--- Records to use ---

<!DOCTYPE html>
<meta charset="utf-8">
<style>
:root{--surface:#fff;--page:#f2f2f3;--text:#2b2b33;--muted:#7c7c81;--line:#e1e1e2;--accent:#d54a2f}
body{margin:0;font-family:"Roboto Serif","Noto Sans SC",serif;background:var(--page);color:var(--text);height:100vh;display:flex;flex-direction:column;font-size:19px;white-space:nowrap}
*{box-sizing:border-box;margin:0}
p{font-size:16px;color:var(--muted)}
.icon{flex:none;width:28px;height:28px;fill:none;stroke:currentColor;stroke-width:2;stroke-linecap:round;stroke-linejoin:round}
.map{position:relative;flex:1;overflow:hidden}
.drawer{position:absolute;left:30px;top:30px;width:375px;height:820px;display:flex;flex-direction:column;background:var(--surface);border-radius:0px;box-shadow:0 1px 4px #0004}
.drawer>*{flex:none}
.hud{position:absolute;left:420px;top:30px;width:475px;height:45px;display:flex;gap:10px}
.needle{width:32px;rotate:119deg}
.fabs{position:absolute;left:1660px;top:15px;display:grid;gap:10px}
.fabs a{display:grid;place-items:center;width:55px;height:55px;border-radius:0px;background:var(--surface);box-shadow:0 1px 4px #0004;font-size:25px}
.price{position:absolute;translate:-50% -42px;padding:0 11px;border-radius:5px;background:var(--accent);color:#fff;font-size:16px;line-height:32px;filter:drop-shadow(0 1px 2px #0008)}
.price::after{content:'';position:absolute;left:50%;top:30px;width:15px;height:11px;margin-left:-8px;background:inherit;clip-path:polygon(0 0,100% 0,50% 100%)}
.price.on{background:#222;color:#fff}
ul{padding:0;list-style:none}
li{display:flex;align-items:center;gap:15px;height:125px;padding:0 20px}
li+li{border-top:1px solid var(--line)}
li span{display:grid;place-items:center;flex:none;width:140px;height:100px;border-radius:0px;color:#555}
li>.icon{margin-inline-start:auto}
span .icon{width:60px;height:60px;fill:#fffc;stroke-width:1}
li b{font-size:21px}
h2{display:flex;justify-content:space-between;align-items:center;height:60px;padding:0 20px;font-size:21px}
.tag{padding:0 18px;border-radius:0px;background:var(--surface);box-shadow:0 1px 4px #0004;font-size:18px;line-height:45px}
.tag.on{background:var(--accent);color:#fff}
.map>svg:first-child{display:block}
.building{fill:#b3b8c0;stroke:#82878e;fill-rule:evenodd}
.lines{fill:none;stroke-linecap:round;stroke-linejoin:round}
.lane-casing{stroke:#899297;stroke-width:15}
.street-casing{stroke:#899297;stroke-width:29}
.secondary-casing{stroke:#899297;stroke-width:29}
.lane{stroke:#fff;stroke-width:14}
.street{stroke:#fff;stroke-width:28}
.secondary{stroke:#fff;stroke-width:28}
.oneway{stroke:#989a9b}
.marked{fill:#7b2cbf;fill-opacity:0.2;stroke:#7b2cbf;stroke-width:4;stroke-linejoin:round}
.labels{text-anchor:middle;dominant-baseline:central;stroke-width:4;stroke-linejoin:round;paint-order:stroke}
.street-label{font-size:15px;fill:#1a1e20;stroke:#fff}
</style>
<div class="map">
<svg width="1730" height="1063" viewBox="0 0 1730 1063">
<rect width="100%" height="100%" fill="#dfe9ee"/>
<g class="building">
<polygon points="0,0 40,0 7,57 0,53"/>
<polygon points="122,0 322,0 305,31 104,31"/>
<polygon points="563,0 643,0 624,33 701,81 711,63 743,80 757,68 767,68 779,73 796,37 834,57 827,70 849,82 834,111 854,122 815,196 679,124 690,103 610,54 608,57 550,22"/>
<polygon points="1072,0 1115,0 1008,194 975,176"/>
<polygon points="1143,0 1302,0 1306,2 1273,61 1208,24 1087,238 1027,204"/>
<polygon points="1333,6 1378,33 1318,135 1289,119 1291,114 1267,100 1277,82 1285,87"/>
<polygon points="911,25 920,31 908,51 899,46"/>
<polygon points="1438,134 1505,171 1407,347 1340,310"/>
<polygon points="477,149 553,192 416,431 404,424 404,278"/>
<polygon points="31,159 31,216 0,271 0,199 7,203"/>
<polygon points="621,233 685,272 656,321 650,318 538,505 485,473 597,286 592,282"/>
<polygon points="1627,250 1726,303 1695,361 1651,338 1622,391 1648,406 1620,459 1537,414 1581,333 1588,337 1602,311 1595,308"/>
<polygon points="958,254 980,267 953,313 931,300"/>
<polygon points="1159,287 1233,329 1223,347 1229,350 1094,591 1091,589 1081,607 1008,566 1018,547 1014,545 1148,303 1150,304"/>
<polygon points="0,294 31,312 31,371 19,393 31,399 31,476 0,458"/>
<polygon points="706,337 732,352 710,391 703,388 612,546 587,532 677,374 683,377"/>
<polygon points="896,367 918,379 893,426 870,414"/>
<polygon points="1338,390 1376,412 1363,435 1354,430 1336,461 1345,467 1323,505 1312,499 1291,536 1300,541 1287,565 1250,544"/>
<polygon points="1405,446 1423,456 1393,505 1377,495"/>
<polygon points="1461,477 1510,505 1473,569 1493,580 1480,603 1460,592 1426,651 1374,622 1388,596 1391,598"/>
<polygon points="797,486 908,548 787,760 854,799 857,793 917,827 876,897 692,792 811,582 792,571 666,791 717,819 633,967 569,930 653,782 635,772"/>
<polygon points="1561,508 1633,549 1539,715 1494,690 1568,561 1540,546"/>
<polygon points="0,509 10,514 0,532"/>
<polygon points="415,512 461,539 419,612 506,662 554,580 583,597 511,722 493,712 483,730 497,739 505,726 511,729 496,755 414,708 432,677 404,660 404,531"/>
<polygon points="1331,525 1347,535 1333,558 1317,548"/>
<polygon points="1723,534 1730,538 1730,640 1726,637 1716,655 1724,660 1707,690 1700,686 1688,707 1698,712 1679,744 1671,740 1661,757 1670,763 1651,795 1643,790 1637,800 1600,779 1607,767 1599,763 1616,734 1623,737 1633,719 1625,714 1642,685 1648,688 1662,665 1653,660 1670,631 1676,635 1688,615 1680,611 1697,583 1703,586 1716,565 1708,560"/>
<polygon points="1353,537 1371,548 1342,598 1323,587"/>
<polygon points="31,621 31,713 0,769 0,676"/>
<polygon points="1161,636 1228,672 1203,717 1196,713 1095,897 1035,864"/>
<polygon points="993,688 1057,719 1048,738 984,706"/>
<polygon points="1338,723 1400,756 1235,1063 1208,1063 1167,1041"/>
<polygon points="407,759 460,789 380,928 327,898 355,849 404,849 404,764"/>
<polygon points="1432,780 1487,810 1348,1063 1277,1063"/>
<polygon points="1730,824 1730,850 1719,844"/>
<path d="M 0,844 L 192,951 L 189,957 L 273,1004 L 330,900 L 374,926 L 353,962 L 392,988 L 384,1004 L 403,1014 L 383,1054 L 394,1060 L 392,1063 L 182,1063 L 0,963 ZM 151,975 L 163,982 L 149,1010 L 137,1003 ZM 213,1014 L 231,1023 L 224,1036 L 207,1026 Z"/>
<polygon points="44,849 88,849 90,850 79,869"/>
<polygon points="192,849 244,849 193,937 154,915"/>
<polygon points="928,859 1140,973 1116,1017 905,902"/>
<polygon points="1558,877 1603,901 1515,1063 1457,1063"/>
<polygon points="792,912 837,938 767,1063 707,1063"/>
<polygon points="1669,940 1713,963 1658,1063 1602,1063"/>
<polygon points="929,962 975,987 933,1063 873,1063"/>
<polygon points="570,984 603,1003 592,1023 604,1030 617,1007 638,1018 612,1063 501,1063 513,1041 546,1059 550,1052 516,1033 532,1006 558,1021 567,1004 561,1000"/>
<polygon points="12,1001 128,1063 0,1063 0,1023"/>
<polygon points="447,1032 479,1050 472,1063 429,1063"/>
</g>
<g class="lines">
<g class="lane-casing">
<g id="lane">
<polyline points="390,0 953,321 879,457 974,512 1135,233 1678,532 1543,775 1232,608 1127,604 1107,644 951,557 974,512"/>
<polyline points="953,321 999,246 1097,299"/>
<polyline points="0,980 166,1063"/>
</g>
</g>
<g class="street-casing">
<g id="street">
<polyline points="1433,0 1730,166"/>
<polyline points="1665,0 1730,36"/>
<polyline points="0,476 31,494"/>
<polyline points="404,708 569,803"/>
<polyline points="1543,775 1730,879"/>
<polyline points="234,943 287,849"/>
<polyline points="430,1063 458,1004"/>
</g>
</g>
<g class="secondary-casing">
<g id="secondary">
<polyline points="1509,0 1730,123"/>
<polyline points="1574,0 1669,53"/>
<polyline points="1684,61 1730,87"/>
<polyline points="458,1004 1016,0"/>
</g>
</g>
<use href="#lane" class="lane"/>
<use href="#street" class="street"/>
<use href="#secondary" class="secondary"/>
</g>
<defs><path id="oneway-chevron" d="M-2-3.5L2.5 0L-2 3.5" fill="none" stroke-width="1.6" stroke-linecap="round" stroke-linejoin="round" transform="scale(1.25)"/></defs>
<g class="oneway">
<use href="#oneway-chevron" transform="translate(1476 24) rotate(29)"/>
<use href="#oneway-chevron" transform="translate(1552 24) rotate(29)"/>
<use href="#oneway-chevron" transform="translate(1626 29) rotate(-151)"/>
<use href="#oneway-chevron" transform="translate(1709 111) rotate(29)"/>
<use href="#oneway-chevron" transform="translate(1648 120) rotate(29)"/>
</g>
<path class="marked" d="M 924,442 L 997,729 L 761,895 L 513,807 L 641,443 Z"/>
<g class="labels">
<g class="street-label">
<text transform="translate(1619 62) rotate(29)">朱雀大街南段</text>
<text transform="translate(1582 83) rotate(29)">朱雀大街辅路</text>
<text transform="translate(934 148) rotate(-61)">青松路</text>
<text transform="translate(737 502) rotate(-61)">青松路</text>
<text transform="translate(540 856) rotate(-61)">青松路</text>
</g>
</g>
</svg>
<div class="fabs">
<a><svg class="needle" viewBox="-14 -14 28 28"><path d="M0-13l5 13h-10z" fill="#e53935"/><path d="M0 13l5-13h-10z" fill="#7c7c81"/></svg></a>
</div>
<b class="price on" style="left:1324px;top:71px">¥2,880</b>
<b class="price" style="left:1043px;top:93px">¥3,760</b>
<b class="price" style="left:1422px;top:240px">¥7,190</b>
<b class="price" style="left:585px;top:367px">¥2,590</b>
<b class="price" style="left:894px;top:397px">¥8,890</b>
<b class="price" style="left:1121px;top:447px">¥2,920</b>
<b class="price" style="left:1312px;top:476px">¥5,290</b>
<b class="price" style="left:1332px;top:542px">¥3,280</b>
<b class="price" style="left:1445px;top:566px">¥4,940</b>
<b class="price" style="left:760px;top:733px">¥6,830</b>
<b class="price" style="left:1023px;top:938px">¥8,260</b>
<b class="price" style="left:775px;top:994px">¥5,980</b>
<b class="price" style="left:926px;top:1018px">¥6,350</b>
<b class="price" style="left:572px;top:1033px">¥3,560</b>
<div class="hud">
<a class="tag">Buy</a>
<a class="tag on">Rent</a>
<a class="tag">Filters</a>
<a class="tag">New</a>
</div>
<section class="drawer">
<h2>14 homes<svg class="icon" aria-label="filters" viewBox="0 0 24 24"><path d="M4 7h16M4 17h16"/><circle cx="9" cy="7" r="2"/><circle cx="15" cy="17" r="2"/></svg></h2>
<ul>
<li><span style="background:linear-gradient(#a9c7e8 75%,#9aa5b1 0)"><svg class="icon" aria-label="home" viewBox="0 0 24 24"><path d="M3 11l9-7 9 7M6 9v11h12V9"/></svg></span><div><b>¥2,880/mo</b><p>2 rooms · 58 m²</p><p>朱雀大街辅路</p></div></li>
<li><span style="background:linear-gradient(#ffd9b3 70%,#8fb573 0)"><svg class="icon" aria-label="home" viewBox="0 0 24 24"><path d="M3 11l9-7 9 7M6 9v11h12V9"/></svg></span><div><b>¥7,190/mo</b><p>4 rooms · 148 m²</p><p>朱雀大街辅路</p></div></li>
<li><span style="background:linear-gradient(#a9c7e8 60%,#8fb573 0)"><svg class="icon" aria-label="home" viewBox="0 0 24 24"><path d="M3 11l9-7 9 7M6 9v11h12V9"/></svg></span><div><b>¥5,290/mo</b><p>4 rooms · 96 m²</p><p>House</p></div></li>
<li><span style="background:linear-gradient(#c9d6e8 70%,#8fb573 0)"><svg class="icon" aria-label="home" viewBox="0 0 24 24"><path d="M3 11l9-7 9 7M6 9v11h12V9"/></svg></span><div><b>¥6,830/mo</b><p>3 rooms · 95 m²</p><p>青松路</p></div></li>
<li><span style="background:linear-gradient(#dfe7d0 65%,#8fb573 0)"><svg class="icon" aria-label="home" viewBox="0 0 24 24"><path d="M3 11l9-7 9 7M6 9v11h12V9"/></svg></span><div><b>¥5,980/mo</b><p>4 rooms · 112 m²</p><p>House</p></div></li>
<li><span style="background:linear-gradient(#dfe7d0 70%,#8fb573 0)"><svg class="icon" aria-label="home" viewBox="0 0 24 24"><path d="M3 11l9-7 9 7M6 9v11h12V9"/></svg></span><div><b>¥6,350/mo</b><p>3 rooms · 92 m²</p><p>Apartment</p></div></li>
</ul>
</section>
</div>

--- Directions for this task ---
Copy all lines in the listing above where the string "fabs" appears.

--- Output of the task ---
.fabs{position:absolute;left:1660px;top:15px;display:grid;gap:10px}
.fabs a{display:grid;place-items:center;width:55px;height:55px;border-radius:0px;background:var(--surface);box-shadow:0 1px 4px #0004;font-size:25px}
<div class="fabs">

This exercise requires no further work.